Every week, the blog introduces you to a technical term from the American Meteorology Society’s “Glossary of Meteorology”. Welcome to #WxGeekSpeak!
This weekend’s storm brought more than valley rain and mountain snow to Arizona.
Sunday afternoon, the National Weather Service in Phoenix received several reports of a funnel cloud over Scottsdale. While ominous looking, this funnel cloud did not touch the ground or cause any damage.
There’s good reason why it was harmless.
From a meteorological standpoint, this is considered a cold air funnel. All the ingredients were in play to have cold air funnel clouds develop this weekend: an mid or upper level low pressure center (to provide spin), a drastic temperature change from surface to the upper levels and rising air associated with nearby showers.
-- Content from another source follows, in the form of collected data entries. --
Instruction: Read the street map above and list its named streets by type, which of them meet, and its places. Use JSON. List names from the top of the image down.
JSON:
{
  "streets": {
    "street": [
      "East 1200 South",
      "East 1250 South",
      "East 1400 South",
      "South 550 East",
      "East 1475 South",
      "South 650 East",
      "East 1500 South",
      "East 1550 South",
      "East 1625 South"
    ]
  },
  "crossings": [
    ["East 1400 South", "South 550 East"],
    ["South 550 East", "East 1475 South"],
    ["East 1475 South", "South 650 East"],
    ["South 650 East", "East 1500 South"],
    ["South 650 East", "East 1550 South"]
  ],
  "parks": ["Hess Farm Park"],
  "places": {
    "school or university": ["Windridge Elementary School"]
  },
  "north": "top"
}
Cold air funnel clouds can be common during well-developed Winter storms. These funnel clouds rarely touch the ground, primarily because the funnel originates in high cloud bases. In the event a cold air funnel touches the ground, the subsequent tornado is very weak in intensity.
Full definition of cold air funnel: A funnel cloud or (rarely) a small, relatively weak tornado that can develop from a small shower or thunderstorm when the air aloft is unusually cold (hence the name). They are much less violent than other types of tornadoes.